Acordava já atrasado. Tomava um banho rápido e saía. Parava no bar da esquina e pedia um café com conhaque. Raramente comia um pão na chapa.
Acendia um cigarro enquanto caminhava pro ponto. Às vezes perdia o ônibus de propósito, pra poder fumar ao menos um cigarro até o fim e o jogava no lixo depois de apagá-lo na sola do tênis. Esperava o próximo passar.
Dormia no ônibus e quase sempre acordava antes de chegar onde tinha que descer. Quando não, ia até o ponto final, pedia carona pra voltar e, enfim, descer no ponto certo. O ponto certo que me parecia o mais errado, o último lugar em que gostaria de saltar (principalmente na hora em que chegava por lá).

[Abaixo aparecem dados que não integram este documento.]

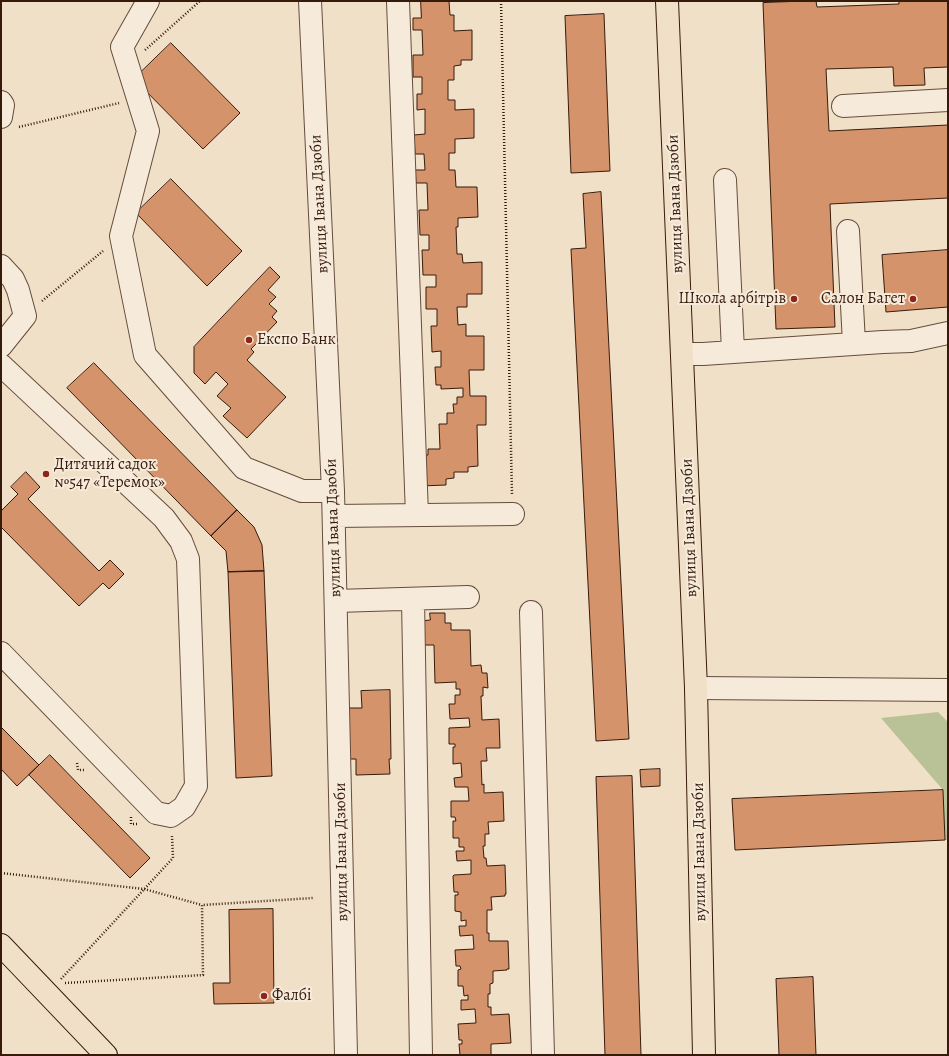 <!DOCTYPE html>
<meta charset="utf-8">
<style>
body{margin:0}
#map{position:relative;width:949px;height:1056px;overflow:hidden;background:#f1e0c8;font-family:Alegreya,serif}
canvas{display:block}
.frame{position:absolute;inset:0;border:2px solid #361a0c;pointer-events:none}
</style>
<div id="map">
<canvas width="949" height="1056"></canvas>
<div class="frame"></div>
</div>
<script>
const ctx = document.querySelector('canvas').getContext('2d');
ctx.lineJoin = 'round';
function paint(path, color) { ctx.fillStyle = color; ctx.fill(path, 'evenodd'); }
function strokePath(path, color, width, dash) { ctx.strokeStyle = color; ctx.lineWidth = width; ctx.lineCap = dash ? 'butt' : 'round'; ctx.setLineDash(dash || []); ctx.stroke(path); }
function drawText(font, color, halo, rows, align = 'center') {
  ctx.font = font + ' Alegreya,serif'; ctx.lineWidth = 4; ctx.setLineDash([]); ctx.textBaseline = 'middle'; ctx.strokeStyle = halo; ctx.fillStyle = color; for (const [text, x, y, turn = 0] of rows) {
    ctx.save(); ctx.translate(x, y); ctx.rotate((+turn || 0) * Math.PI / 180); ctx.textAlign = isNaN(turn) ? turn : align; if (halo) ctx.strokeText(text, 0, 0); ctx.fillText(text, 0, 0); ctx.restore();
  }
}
paint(new Path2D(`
 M938,712L948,722V840H945L943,790L881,718Z`), '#b9c297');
const building = new Path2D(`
 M421,1H449L450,15H454V31L472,30V60H461V65L454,66V80H448V100H455V110L474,109V138L455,139V153H449V170H455L456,187H477L478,217L458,218V227H456L457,254H462L463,263L482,262V294H467V307H457L458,325L466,324V336H484V370H469L470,396H486V425H477L478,466L468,467V472H454V478L446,479V485L420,486L419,456L428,455V449H440L439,424H447V413H454L453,404H457V397H463V388L441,389V385H436L435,367H441V351L432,352L431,326H437V309H426V287H436V275H423L422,250H429V235H420L419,210H428L427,183H416L415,170H425L424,154H415L414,135L425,134V109L417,110V94H422V77H413V55H423L422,30H413V18H421Z
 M804,1H816L817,7L899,4V1H948V67L924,68L925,85L894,86L893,67L826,69L829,131L948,125V198L830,204L835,327L776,329L763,3Z
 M604,14L610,171L571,173L565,16Z
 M171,43L240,113L203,149L134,79Z
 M171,179L242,251L207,286L136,213Z
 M601,192L629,739L596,741L571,249L586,248L583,194Z
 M948,250V307L886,312L882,255Z
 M270,267L280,277L268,290L276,297L269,304L277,311L272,317L277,322L251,349L254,352L247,360L286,397L247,438L223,416L231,408L217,396L228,384L216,372L205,384L194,373V347Z
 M94,363L237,510L211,536L67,388Z
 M26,472L40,487L28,499L99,571L110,560L124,574L109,589L103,583L79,606L1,527V511L18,494L11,487Z
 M237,510L254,527L262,545L264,571L228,572L226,551L211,536Z
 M264,571L272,776L236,778L228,572Z
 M430,613H445V623H451V630H470L471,666L481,665L482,673H487L488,688L483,687V696H481L482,720L499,719L500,748H486L487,761H481L482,785L484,784V793L503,792L504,821L488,822L489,834H485V846H483L484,858H486L487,866L505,865L506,894H505V896L491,897L492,910H487V933H489V941H508L509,969H507V970L493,971V983L490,984V994H488V1007H491V1015L509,1014L511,1043L491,1044V1055H460L459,1044H462V1040H459L458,1024L476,1023L475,1009L461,1010V1000H468V995L464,996L463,986H458V970L461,969L460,966H456L455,950L474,949L473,935L460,936L459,926H466V920L461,921V912L455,911V895H458V892H454L453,876L454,875L471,874V860L457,861L456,851H464V847H459V838H453V821H456L455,817H451V801H469L468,787H455L454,778L462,777L461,763L453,764V747H455V744H449V728L470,727L469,718L450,719L449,704H455V695H460V689H456V682L435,683L434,645H421V621L430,620Z
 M390,690L391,759H389L390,774L356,775V759H343L342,708H362L361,691Z
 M1,727L39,765L17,786L1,769Z
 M50,755L150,858L130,878L29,775Z
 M660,769V786L641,787L640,770Z
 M632,776L641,1055H605L596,777Z
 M943,790L945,840L735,850L732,799Z
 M273,909L274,1003L214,1004L213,983H230L229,910Z
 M813,977L816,1055H779L776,979Z`);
paint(building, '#d5936c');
strokePath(building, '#361a0c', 1);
const minor = new Path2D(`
 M148,1L122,47L148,131L121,236L145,355L244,468L302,491H333
 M310,1L333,491L346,1055
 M398,1L417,515
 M1,102L3,105L1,117
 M843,106L948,100
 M725,180L733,351
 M848,231L854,343
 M1,266L13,279L18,290L25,316L1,346
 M682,354H703L883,342L911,341L948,333
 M1,365L164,518L181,541L188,559L196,786L184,807L171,816L156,813L1,653
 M334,516L513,514
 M413,599L421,1055
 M336,601L468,597
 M531,612L543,1055
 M696,688L948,690`);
const major = new Path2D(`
 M667,1L696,688L704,1055
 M1,945L106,1055`);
strokePath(minor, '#654c3b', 24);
strokePath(major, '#361a0c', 24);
strokePath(new Path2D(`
 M501,1L512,494
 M145,50L200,1
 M19,127L119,103
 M42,301L103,251
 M77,763L78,770H84
 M131,817V824H139
 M1,873L144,889L202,905
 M61,979L173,858L172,836
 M65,983L203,975L202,905L313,898`), '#361a0c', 2.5, [1, 2]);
strokePath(minor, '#f6ebdb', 22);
strokePath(major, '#f1e0c8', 22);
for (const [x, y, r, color] of [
 [794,299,4,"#8f2418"],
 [913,299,4,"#8f2418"],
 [249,340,4,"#8f2418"],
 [46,474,4,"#8f2418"],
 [264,996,4,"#8f2418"]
]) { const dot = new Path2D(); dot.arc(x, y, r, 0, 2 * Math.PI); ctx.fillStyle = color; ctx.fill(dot); strokePath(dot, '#f6ebdb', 1.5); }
drawText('16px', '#361a0c', '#f6ebdb', [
 ["вулиця Івана Дзюби",320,204,-93],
 ["вулиця Івана Дзюби",676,204,-92],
 ["вулиця Івана Дзюби",334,528,-92],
 ["вулиця Івана Дзюби",690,528,-92],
 ["вулиця Івана Дзюби",342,852,-91],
 ["вулиця Івана Дзюби",700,852,-91]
]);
drawText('16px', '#361a0c', '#f6ebdb', [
 ["Школа арбітрів",786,299,"right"],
 ["Салон Багет",905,299,"right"],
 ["Експо Банк",257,340],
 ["Дитячий садок",54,465],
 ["№547 «Теремок»",54,483],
 ["Фалбі",272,996]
], 'left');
</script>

Hoje, tanto faz saltar ali ou não. O local é até bonito, uma praia com alguns quiosques e bares, palmeiras, belos urubus e outros pássaros em meio à sujeira jogada na areia pelo mar (como em qualquer outra praia da baía). O problema é pra onde caminhava depois de descer: TRABALHO.
Ainda tento entender a forma estupidamente genial que o sistema tem pra enobrecer algo tão torturante quanto o instrumento das masmorras medievais que deu origem ao seu nome. A venda do suor e das idéias, a desistência dos sonhos pra ter que se empenhar no projeto de vida escroto dos outros: a acumulação de riquezas, as trocas desiguais, as relações sociais hierarquicamente construídas, os pequenos Olimpos, castas, classes e subclasses criadas e mantidas pelo clima de terror e competitividade. Alucinação e alienação coletivas, rituais de disputa e complacência.
Desisti de ser mais um parafuso nessa máquina de merda num dia em que cheguei atrasado, como outro qualquer. Tinha acabado de descer do ônibus após acordar em cima da hora, com o motorista arrancando para sair do ponto. Fui até a copa tomar um café e vi meu chefe com a cara amarrotada de sono e com migalhas de pão na barba, tomando café e conversando com um funcionário lambe-ovos sobre uma prostituta que havia contratado na noite anterior:
-Tá de sacanagem? Cara assim?
-Foda-se! Valeu cada centavo e cada hora não dormida. Novinha, toda gostosinha. Parecia tá começando ontem. Chorava com cada tapinha na cara. Quando dei-lhe um com vontade mesmo, quase apagou de susto.
E passaram toda a manhã rindo do terror passado por uma garota assustada com a primeira venda da sua própria carne, do seu suor e das suas ideias, a desistência dos seus sonhos pra ter que se empenhar no projeto de vida escroto dos outros.